# [ACTION ITEM]
Would you give the listing again exactly as written, minus its pictures?

# [DATA SHOWN]
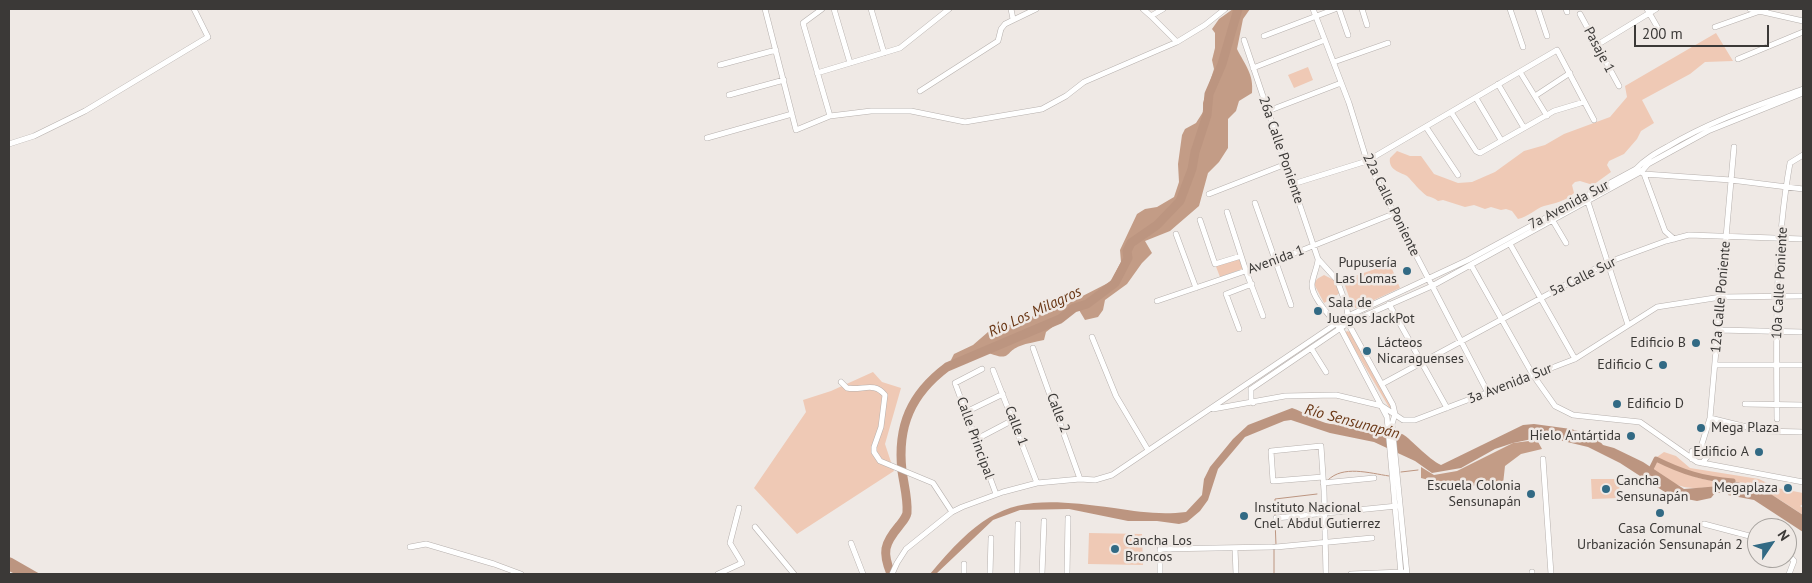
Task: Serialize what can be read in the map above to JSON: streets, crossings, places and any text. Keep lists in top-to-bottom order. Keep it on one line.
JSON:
{"streets":{"street":["Pasaje 1","26a Calle Poniente","22a Calle Poniente","7a Avenida Sur","Avenida 1","5a Calle Sur","10a Calle Poniente","12a Calle Poniente","3a Avenida Sur","Calle 2","Calle 1","Calle Principal"]},"crossings":[["26a Calle Poniente","7a Avenida Sur"],["26a Calle Poniente","Avenida 1"],["26a Calle Poniente","5a Calle Sur"],["26a Calle Poniente","3a Avenida Sur"],["22a Calle Poniente","7a Avenida Sur"],["22a Calle Poniente","Avenida 1"],["22a Calle Poniente","5a Calle Sur"],["22a Calle Poniente","3a Avenida Sur"],["5a Calle Sur","10a Calle Poniente"],["5a Calle Sur","12a Calle Poniente"],["10a Calle Poniente","3a Avenida Sur"],["12a Calle Poniente","3a Avenida Sur"]],"water":["Río Los Milagros","Río Sensunapán"],"places":["Pupusería Las Lomas","Sala de Juegos JackPot","Edificio B","Lácteos Nicaraguenses","Edificio C","Edificio D","Mega Plaza","Hielo Antártida","Edificio A","Megaplaza","Cancha Sensunapán","Escuela Colonia Sensunapán","Casa Comunal Urbanización Sensunapán 2","Instituto Nacional Cnel. Abdul Gutierrez","Cancha Los Broncos"],"scale_bar":"200 m","north":"top right"}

# [THE COMPLETED TASK]
Task: Serialize what can be read in the map above to JSON: streets, crossings, places and any text. Keep lists in top-to-bottom order. Keep it on one line.
JSON:
{"streets":{"street":["Pasaje 1","26a Calle Poniente","22a Calle Poniente","7a Avenida Sur","Avenida 1","5a Calle Sur","10a Calle Poniente","12a Calle Poniente","3a Avenida Sur","Calle 2","Calle 1","Calle Principal"]},"crossings":[["26a Calle Poniente","7a Avenida Sur"],["26a Calle Poniente","Avenida 1"],["26a Calle Poniente","5a Calle Sur"],["26a Calle Poniente","3a Avenida Sur"],["22a Calle Poniente","7a Avenida Sur"],["22a Calle Poniente","Avenida 1"],["22a Calle Poniente","5a Calle Sur"],["22a Calle Poniente","3a Avenida Sur"],["5a Calle Sur","10a Calle Poniente"],["5a Calle Sur","12a Calle Poniente"],["10a Calle Poniente","3a Avenida Sur"],["12a Calle Poniente","3a Avenida Sur"]],"water":["Río Los Milagros","Río Sensunapán"],"places":["Pupusería Las Lomas","Sala de Juegos JackPot","Edificio B","Lácteos Nicaraguenses","Edificio C","Edificio D","Mega Plaza","Hielo Antártida","Edificio A","Megaplaza","Cancha Sensunapán","Escuela Colonia Sensunapán","Casa Comunal Urbanización Sensunapán 2","Instituto Nacional Cnel. Abdul Gutierrez","Cancha Los Broncos"],"scale_bar":"200 m","north":"top right"}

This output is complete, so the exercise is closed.